# Work to complete:
Print the first line of the data below and every one after it, through the line containing "0 #bfbaaf) drop-shadow(-2px", exactly as written.

>>>>>

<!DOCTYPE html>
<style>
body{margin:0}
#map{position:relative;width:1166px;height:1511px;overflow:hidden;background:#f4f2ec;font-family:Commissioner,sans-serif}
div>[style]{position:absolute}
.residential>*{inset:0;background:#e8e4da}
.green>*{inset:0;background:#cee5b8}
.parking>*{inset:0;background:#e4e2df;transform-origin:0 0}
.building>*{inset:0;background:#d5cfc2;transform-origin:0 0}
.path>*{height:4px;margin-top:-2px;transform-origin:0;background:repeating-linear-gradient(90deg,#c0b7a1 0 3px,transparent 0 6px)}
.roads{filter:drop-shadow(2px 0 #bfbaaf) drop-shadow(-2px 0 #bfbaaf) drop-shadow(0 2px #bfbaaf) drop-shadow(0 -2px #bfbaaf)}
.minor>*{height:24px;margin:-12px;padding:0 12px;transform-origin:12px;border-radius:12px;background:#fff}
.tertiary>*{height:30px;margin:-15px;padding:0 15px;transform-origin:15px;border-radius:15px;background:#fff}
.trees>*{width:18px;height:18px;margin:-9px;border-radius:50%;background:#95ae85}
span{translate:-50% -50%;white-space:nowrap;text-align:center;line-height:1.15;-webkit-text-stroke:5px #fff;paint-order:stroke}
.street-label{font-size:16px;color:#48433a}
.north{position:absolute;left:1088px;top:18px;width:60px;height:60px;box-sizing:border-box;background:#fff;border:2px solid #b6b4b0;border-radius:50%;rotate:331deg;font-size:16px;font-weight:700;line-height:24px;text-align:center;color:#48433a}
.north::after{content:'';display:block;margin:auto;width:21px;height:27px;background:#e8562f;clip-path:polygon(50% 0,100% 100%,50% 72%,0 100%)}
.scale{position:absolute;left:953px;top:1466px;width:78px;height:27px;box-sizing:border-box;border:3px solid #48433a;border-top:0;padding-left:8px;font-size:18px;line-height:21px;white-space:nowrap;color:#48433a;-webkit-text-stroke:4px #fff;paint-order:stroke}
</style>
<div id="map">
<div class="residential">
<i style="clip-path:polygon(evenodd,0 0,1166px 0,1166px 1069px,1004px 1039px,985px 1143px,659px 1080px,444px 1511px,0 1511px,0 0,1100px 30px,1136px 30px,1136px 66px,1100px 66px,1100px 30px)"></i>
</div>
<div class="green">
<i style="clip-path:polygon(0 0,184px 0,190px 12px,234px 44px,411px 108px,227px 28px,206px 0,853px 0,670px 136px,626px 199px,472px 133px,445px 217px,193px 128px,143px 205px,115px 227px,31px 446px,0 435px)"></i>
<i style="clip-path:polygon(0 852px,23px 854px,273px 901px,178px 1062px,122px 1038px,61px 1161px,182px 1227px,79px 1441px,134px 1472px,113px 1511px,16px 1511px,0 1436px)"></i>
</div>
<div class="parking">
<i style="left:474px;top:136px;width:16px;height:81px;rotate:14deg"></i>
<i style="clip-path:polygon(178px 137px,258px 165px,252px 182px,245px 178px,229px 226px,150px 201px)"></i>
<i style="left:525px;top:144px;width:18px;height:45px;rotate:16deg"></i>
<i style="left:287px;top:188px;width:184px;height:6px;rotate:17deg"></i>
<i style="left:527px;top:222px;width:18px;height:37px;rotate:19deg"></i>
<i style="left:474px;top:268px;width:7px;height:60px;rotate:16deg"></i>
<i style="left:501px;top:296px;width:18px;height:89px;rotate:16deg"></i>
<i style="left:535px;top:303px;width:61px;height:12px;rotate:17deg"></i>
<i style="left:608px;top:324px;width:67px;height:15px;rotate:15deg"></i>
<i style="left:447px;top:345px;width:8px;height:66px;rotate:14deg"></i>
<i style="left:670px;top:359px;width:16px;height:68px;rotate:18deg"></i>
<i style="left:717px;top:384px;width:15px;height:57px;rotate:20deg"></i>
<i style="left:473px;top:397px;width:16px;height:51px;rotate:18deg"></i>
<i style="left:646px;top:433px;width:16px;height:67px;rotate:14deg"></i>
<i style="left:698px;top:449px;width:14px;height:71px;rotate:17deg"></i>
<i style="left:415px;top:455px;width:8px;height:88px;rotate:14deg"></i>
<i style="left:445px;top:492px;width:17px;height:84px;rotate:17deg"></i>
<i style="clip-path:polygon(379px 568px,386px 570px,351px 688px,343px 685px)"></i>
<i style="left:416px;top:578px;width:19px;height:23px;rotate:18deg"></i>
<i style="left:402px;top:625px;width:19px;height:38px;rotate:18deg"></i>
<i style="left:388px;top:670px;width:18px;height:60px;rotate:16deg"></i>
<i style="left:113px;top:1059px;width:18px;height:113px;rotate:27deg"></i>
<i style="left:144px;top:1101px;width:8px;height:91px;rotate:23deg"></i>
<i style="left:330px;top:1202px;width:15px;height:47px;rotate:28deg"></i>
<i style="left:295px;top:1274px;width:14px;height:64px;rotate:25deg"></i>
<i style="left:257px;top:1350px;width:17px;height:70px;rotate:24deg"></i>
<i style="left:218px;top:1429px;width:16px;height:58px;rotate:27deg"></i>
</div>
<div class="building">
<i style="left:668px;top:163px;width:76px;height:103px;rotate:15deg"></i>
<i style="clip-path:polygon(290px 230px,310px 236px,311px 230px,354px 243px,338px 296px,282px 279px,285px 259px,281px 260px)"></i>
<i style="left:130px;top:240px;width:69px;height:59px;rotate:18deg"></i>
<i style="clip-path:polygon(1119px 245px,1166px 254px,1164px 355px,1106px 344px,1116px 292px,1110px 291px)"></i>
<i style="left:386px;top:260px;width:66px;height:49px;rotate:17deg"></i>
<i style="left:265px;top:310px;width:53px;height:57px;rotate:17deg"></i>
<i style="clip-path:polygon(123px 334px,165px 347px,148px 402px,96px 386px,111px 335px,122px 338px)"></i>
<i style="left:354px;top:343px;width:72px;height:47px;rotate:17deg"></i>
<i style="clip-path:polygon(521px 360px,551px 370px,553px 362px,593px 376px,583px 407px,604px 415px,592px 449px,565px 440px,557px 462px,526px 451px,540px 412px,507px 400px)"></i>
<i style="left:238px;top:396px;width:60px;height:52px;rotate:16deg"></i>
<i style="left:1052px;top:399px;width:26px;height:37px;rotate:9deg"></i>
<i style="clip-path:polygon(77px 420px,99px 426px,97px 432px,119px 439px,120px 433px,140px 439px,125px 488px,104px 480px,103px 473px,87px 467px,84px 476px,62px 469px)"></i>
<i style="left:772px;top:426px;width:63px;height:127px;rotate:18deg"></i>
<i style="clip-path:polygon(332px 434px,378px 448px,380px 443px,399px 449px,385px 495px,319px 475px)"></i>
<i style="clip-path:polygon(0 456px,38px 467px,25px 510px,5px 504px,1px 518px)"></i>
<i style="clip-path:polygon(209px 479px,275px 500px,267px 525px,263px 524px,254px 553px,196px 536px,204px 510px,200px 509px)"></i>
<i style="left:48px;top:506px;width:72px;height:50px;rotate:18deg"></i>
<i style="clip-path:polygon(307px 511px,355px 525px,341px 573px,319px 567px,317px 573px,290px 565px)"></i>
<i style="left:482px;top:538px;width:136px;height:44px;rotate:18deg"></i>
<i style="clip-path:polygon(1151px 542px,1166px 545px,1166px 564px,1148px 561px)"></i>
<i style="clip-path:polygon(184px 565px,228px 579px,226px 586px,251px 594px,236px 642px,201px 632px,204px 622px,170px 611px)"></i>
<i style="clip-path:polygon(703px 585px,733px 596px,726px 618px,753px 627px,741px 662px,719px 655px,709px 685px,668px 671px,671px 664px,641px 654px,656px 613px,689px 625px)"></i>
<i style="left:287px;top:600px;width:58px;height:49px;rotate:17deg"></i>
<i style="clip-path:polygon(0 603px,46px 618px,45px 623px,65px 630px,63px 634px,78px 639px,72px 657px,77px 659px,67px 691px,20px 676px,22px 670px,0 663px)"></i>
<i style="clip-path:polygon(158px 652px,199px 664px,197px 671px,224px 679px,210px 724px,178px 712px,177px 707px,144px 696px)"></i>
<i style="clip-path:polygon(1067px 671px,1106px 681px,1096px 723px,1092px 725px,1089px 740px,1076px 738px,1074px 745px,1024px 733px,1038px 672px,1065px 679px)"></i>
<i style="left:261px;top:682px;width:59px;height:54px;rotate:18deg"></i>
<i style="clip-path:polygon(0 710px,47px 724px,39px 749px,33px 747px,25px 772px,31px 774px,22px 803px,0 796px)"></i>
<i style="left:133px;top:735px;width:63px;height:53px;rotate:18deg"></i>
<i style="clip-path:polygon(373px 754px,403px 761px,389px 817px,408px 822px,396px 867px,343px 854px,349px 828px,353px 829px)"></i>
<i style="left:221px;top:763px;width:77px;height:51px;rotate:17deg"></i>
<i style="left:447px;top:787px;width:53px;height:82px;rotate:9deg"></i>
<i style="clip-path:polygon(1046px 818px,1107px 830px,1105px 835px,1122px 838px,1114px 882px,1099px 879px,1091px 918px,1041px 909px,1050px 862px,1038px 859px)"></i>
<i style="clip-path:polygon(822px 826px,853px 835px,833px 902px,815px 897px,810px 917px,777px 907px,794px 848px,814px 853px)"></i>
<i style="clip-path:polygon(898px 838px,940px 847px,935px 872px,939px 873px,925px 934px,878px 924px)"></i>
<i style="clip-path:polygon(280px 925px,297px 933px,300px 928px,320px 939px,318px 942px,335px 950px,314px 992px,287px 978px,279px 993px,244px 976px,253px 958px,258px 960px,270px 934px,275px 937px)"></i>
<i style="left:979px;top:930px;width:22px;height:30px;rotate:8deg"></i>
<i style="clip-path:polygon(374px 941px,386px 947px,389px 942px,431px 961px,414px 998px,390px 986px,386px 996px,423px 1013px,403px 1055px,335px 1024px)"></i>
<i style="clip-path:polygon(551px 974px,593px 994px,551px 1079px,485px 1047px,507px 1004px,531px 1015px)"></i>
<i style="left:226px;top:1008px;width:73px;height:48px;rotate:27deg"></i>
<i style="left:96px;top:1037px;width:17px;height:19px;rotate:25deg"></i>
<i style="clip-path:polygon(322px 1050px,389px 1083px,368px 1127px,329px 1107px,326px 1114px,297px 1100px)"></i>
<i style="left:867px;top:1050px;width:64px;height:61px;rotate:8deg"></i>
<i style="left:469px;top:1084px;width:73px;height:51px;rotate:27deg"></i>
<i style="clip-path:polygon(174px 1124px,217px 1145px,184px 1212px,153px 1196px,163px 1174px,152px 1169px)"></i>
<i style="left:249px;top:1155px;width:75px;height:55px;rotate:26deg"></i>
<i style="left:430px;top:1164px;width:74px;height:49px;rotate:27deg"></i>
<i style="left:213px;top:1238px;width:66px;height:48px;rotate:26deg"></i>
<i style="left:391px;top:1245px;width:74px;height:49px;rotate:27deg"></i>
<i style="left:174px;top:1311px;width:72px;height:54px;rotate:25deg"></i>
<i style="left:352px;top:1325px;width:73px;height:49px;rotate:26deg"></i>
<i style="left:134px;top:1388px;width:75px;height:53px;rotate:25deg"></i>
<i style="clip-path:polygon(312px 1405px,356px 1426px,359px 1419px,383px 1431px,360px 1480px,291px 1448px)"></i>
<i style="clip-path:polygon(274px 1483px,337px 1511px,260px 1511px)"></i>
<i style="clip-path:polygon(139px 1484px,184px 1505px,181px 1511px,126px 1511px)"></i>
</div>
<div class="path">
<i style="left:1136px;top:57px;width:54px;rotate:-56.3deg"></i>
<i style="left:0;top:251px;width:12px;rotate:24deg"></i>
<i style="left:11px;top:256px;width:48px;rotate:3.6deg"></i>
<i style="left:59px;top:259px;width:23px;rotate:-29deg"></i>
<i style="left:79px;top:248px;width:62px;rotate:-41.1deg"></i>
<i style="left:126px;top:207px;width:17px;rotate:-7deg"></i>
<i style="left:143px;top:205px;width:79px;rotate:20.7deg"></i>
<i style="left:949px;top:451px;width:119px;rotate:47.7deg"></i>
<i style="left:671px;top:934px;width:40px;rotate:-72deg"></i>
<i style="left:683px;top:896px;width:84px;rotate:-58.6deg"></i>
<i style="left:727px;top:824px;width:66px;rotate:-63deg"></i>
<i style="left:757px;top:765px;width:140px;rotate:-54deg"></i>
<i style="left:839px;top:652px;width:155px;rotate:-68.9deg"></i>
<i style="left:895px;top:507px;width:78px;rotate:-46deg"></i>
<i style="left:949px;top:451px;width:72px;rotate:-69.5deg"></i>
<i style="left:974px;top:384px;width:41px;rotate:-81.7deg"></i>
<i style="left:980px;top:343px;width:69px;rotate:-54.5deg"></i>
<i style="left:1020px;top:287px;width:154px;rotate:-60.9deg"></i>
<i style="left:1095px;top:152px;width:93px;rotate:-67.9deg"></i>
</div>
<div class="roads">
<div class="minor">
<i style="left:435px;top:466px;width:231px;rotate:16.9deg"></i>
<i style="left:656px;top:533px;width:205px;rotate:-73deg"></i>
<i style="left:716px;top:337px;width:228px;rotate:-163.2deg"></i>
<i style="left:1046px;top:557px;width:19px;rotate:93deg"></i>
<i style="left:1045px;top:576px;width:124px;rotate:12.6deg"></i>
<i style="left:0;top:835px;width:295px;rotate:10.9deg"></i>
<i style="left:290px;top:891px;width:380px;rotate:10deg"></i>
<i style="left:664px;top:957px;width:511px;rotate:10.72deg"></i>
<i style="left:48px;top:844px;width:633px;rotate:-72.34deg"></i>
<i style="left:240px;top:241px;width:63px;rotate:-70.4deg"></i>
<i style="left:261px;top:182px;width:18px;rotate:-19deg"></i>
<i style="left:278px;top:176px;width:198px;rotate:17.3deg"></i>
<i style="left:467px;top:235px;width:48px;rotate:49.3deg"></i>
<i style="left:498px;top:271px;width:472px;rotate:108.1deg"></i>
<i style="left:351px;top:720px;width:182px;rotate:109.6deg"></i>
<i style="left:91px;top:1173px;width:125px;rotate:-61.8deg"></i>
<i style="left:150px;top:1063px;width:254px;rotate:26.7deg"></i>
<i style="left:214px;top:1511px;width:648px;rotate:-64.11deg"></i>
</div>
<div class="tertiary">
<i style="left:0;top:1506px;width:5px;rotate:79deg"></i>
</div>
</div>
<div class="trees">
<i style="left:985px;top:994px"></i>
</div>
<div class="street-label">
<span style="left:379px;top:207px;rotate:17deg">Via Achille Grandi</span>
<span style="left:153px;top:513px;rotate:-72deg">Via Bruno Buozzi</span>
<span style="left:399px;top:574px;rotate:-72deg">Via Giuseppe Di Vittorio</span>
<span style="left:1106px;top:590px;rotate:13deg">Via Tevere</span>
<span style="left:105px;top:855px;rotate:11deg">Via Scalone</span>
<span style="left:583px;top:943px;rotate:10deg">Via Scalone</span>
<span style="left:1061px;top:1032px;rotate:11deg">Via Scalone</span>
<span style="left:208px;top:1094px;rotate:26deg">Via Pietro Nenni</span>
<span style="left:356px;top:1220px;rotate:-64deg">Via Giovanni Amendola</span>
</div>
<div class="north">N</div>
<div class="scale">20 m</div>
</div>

<<<<<

# Output for this exercise:
<!DOCTYPE html>
<style>
body{margin:0}
#map{position:relative;width:1166px;height:1511px;overflow:hidden;background:#f4f2ec;font-family:Commissioner,sans-serif}
div>[style]{position:absolute}
.residential>*{inset:0;background:#e8e4da}
.green>*{inset:0;background:#cee5b8}
.parking>*{inset:0;background:#e4e2df;transform-origin:0 0}
.building>*{inset:0;background:#d5cfc2;transform-origin:0 0}
.path>*{height:4px;margin-top:-2px;transform-origin:0;background:repeating-linear-gradient(90deg,#c0b7a1 0 3px,transparent 0 6px)}
.roads{filter:drop-shadow(2px 0 #bfbaaf) drop-shadow(-2px 0 #bfbaaf) drop-shadow(0 2px #bfbaaf) drop-shadow(0 -2px #bfbaaf)}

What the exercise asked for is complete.